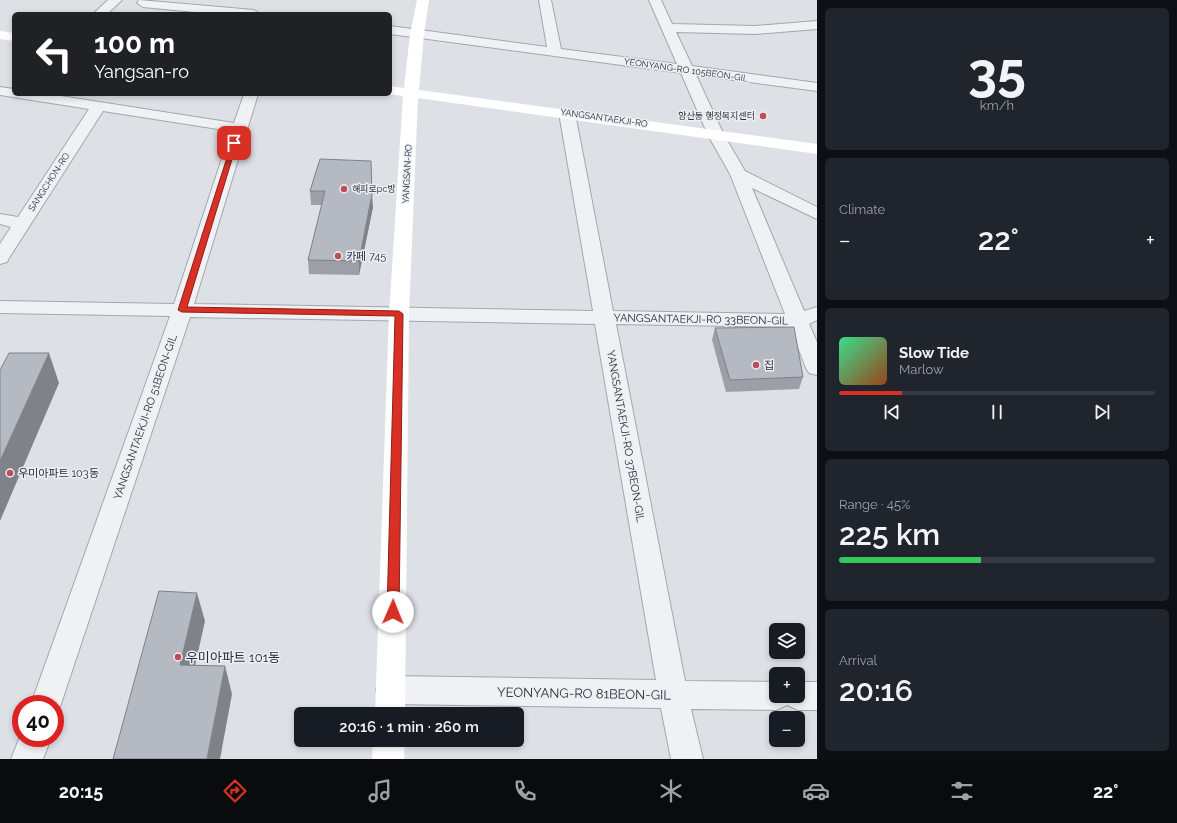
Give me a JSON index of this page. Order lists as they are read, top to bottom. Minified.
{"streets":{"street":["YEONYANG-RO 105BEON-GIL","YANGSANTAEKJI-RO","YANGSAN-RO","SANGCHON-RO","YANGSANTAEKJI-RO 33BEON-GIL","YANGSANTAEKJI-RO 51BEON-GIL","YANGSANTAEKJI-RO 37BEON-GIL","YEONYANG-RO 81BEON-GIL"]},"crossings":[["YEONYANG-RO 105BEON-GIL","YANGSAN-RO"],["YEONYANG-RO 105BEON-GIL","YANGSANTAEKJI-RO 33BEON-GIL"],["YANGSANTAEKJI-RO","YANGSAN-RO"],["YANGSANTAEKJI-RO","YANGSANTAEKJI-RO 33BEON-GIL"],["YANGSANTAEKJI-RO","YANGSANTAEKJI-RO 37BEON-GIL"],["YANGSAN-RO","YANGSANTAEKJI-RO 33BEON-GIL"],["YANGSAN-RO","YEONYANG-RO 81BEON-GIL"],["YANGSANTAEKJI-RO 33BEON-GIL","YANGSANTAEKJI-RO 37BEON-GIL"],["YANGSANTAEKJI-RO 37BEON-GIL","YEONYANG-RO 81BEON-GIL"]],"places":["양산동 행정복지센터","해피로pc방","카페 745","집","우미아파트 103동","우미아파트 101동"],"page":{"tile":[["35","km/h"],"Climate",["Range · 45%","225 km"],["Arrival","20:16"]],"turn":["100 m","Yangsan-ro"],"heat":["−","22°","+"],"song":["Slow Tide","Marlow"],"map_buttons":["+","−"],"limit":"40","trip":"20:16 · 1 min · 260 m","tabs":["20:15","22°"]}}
:::
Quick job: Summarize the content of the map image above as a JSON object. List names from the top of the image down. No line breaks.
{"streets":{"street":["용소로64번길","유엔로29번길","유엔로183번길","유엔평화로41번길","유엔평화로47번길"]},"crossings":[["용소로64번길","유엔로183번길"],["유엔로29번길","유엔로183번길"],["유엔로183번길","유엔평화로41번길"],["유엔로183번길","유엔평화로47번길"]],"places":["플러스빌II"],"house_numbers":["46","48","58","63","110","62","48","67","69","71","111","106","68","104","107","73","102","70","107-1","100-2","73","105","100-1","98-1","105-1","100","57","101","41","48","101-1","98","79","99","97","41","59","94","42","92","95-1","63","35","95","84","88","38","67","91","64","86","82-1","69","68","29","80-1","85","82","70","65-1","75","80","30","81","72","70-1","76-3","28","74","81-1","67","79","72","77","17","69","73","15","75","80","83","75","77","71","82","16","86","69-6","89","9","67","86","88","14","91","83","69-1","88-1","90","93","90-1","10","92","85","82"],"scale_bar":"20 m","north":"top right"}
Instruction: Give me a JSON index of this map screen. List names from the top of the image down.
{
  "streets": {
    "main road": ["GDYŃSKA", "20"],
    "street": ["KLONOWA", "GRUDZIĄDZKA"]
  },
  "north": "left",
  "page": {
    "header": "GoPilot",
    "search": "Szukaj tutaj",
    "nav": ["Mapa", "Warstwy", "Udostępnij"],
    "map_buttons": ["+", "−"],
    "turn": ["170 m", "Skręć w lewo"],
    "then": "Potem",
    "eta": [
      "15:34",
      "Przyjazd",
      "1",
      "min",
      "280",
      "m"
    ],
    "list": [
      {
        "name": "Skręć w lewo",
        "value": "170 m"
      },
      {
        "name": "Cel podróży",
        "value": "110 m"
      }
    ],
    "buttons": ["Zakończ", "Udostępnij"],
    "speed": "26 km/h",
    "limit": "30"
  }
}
:::
Your answer should consist of the lines above that hold the word "this".

Give me a JSON index of this page. Order lists as they are read, top to bottom. Minified.
Instruction: Give me a JSON index of this map screen. List names from the top of the image down.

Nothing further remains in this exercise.